Security fails at the seams: Using Domain Modelling to test a hypothesis
Main Conference - Talk
- Friday 9 from 11:00 until 11:50 in Red Room
As analysts, engineers, and delivery folk, consulting to clients with areas of a lot of uncertainty, there is often a need to justify our "why": why are we investing time and energy building bespoke engineering solutions; what value would the business derive to motivated to pay for this?
In one of my recent projects, within the area of security and risk controls automation, this question of "why" came up multiple times, to justify the value to the business, to justify how the program of work was shaped, and equally importantly, to aid prioritisation of the program of work.

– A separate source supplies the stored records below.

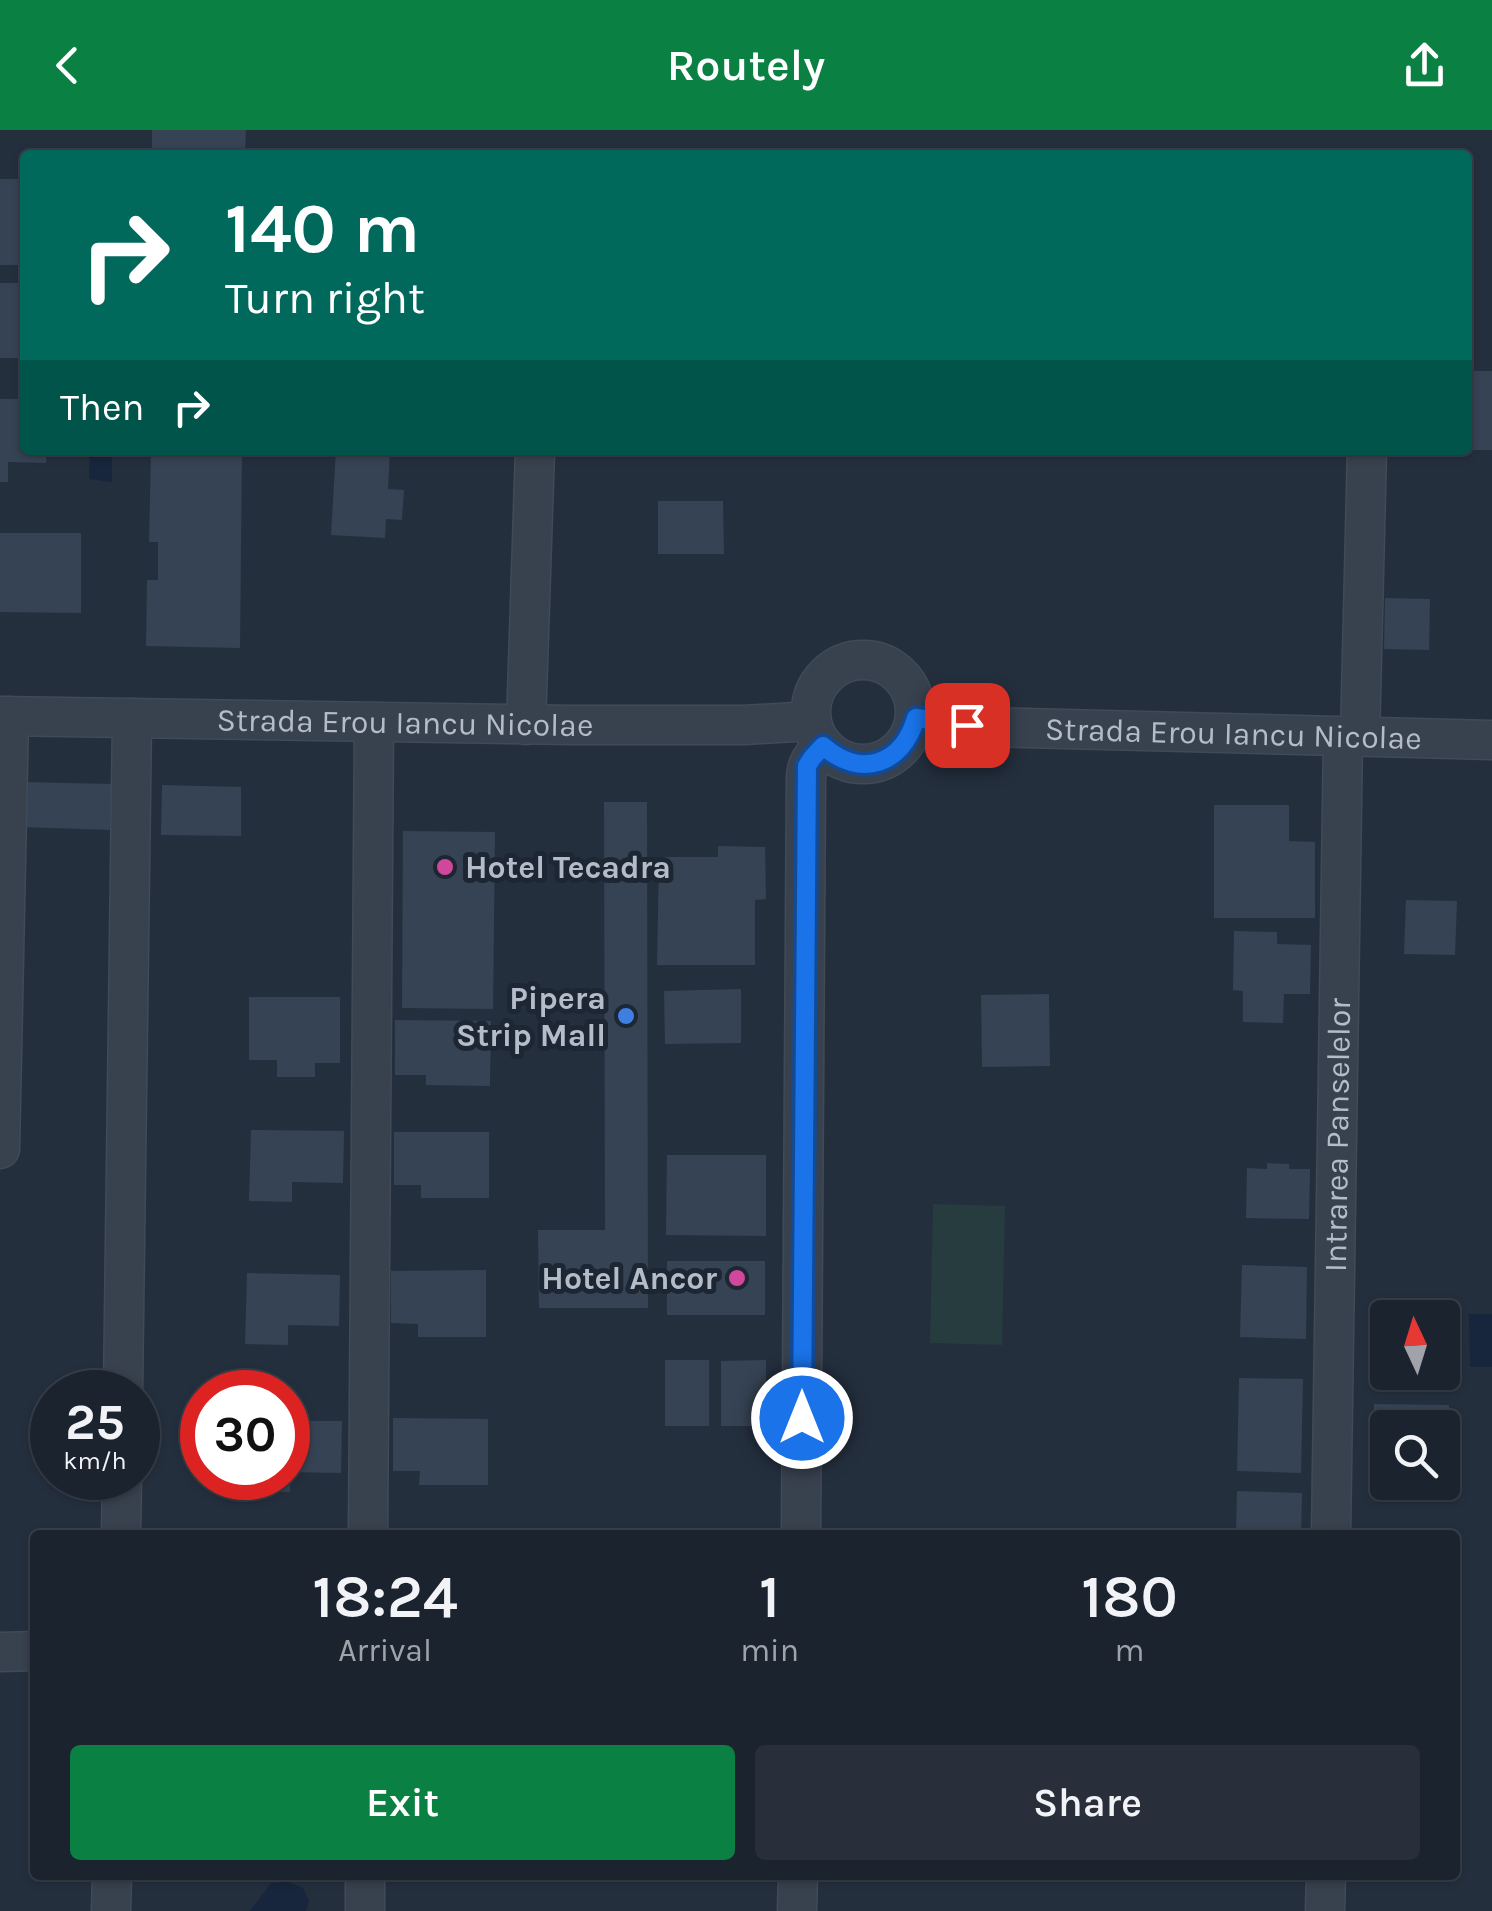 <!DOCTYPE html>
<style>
:root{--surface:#1b232e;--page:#282f3a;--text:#f1f3f6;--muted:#a0a4aa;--line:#39404a;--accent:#0b8043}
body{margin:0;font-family:Karla,sans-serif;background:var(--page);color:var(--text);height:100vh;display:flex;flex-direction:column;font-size:38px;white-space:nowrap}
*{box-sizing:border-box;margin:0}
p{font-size:32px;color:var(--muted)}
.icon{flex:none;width:55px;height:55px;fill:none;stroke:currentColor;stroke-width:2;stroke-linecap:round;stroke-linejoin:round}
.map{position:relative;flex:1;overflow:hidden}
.sheet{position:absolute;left:30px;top:1400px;width:1430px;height:350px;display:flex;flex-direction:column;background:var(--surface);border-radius:10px;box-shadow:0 2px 8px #0004,0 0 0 2px var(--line)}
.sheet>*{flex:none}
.guide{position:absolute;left:20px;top:20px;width:1452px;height:305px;border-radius:10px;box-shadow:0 2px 8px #0004,0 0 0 2px var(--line);background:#00695c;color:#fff;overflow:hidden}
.needle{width:65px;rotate:356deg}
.tools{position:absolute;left:1370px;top:1170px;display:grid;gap:20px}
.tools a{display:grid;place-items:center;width:90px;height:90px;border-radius:10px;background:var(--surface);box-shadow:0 2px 8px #0004,0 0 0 2px var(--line);font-size:50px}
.speed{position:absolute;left:30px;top:1240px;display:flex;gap:20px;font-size:50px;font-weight:700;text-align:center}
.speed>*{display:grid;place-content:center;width:130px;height:130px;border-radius:50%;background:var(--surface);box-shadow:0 2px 8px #0004,0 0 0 2px var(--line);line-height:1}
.speed small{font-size:25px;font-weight:400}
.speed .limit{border:15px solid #d22;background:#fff;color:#111}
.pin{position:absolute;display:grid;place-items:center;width:85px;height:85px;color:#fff;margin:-42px;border-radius:20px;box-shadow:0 5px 15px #0006}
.me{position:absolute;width:110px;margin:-55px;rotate:0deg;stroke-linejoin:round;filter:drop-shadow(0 0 8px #0008)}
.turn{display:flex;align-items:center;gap:35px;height:210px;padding:0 40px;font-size:45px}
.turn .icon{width:130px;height:130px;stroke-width:2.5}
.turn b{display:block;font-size:70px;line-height:85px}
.then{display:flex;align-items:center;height:95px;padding:0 40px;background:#0003;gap:20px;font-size:38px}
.eta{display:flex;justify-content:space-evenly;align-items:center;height:170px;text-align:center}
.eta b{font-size:60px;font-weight:600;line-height:70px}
.primary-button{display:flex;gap:20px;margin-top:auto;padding:20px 40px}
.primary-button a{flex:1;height:115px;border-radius:10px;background:var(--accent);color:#fff;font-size:40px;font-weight:600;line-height:115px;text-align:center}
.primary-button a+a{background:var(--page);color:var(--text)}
header{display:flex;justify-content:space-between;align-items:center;height:130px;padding:0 40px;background:var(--accent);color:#fff;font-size:45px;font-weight:600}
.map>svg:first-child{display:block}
.green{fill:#263c3f}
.water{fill:#17263c}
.building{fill:#364354}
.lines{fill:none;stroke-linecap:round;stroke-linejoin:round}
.minor-casing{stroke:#414a57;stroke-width:41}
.minor{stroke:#38414e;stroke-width:38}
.route-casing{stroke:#114b97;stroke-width:25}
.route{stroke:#1a73e8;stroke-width:18}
.hotel-dot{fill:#d1479c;stroke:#1d2633;stroke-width:4}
.shop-dot{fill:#3f7fe0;stroke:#1d2633;stroke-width:4}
.labels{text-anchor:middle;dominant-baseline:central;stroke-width:10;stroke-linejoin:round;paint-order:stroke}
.street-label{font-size:32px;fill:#b4bcc9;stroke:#1d2633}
.poi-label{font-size:32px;font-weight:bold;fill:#b4bcc9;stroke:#1d2633;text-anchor:end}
</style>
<header><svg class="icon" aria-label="back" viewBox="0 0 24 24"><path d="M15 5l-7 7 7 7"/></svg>Routely<svg class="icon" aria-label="share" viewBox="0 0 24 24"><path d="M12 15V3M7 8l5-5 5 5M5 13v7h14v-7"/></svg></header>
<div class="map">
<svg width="1492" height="1781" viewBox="0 0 1492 1781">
<rect width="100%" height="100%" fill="#242f3e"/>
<path class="green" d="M933 1074 1005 1076 1002 1215 930 1213Z"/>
<path class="water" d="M90 320H112V352L89 349Z
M1469 1184H1492V1237H1470Z
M288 1752 303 1758 309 1771 306 1781H250L271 1753Z"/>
<path class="building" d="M152 0H246L245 25H152Z
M0 49H25V135H0Z
M0 153H21L22 228H0Z
M1468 241H1492V320H1468Z
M0 269H25V320H47L46 333 8 332V352H0Z
M151 320H242L240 518 146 516 147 450H158V412H149Z
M336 320H390L388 359 404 360 402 390 386 389 385 408 331 405Z
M658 371H723L724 424H658Z
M0 403H81V483L0 482Z
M1385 468 1430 469 1429 520 1384 519Z
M22 652 113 654 112 700 21 697Z
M162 655 241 657V706L161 705Z
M604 672H647L648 1178H539L538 1100H605Z
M1214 675H1289V711L1315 712V788H1214Z
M403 701 495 702 493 879 402 878Z
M718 716 765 717 766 769 755 770V835H657L659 727H718Z
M1406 770 1457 771 1455 825 1404 824Z
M1234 801 1277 802V814L1311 815 1310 864H1284L1283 893 1243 892V861L1233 860Z
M741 859V913L665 914 664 861Z
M1049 864 1050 936 982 937 981 865Z
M249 867H340V933H315V947H277V930H249Z
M395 890 491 891 490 956 426 955V945H395Z
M251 1000 344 1001 343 1053 292 1052V1072L249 1071Z
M394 1002H489V1068H421V1055H394Z
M667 1025H766V1106L666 1105Z
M1267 1033 1289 1034V1039H1310L1309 1089 1246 1088 1247 1038 1267 1039Z
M667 1131H765V1185H667Z
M1242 1135 1307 1137 1306 1209 1240 1207Z
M486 1140V1207H418V1194L391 1193V1141Z
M247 1143 340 1145 339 1196 288 1195V1215L245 1214Z
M665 1230H709V1296H665Z
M766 1230V1296H721V1231Z
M1239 1248 1303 1249 1301 1343 1237 1341Z
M1374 1274 1449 1275 1448 1356H1428V1363L1398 1362V1352H1442V1298H1388V1355H1374Z
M393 1288 488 1289V1355H419L420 1341H393Z
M288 1291H342L341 1343 288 1342Z
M248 1348H290V1362L248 1361Z
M1237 1361 1302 1363 1301 1405H1236Z"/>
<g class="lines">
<defs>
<g id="minor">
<circle cx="863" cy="582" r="52"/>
<path id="s1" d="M0 586 573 595H744L811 591"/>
<path id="s2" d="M916 588 988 597 1492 610"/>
<path d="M526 595 535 320"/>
<path d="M1360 607 1367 320"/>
<path d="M0 1019 9 586"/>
<path d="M123 1262 132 588"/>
<path d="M121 1405 122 1348"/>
<path d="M368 1405 374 592"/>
<path d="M801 1405 806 647C807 633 812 626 823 617"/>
<path id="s3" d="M1331 1405 1343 607"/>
<path d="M0 1522 35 1521"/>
<path d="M111 1781 112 1745"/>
<path d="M365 1781V1745"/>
<path d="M797 1781 798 1745"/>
<path d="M1325 1781 1326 1745"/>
</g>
</defs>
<use href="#minor" class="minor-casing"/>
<use href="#minor" class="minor"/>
</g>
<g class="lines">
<defs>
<path id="route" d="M802 1288 807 636 812 628 823 616C861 649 902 635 916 588L967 595"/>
</defs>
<use href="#route" class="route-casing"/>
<use href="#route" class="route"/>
</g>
<g class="hotel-dot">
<circle cx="445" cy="737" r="10"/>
<circle cx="737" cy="1148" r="10"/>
</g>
<circle class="shop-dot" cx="626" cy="886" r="10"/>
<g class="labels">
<g class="street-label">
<text stroke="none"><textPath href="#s1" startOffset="405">Strada Erou Iancu Nicolae</textPath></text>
<text stroke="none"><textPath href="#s2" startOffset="318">Strada Erou Iancu Nicolae</textPath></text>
<text stroke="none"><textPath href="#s3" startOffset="400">Intrarea Panselelor</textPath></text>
</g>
<g class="poi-label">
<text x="465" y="737" text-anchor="start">Hotel Tecadra</text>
<text x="606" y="868">Pipera<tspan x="606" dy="37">Strip Mall</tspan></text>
<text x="717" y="1148">Hotel Ancor</text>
</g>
</g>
</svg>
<div class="tools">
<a><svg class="needle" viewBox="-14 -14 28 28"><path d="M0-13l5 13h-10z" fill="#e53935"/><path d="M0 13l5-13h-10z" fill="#a0a4aa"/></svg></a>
<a><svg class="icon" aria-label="search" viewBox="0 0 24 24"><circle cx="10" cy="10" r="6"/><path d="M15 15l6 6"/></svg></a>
</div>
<div class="speed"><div>25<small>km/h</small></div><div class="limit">30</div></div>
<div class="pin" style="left:967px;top:595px;background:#d93025"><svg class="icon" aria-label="arrive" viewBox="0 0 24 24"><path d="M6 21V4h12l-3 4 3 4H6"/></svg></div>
<svg class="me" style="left:802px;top:1288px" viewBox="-20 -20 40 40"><circle r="17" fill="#1a73e8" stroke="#fff" stroke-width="3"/><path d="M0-11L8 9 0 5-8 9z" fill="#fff"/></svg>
<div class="guide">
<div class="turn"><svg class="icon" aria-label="right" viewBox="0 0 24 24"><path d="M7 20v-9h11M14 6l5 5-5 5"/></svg><div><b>140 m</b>Turn right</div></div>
<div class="then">Then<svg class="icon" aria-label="right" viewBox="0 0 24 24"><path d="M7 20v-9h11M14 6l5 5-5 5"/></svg></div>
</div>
<section class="sheet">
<div class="eta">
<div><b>18:24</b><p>Arrival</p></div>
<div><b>1</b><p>min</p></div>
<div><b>180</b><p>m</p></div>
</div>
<div class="primary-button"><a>Exit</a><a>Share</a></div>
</section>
</div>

In this presentation, I explore how heuristics can be used for problem solving. If we started with a hypothesis, and then modelled our use cases using various heuristics to test the hypothesis, can we arrive at sufficient clarity to solve our prioritisation problem? At this point, you and George Box are likely to say, "but Sonal, all models are wrong". Yes, I agree, but humour me.
I'd like to share a story about experiments with DDD, Bounded Context and problem solving, and uncover the utility of getting creative with domain modelling. I hope to demonstrate value of modelling for reducing ambiguity, and its ability to shape and prioritise a program of work.
About Sonal PremiLinkedIn Company Website Sessionize
Sonal is a Business Analyst, with experience spanning software development, testing, and more recently over 13 years as a Business Analyst. The core of her experience has been in helping businesses understand their key drivers and needs, and shape solutions that address business challenges. Her hands on experience in technology is supported by a Master’s degree in Cyber Security and an MBA.
Sonal loves to explore problems, experiment with various approaches and solutions, and challenge and shape the technology culture. She’s passionate about all things agility, technology transformation, and outcomes that benefit end users.
When not saving the world one problem at a time, she spends her time learning new skills, mentoring people, travelling and drinking copious amounts of tea.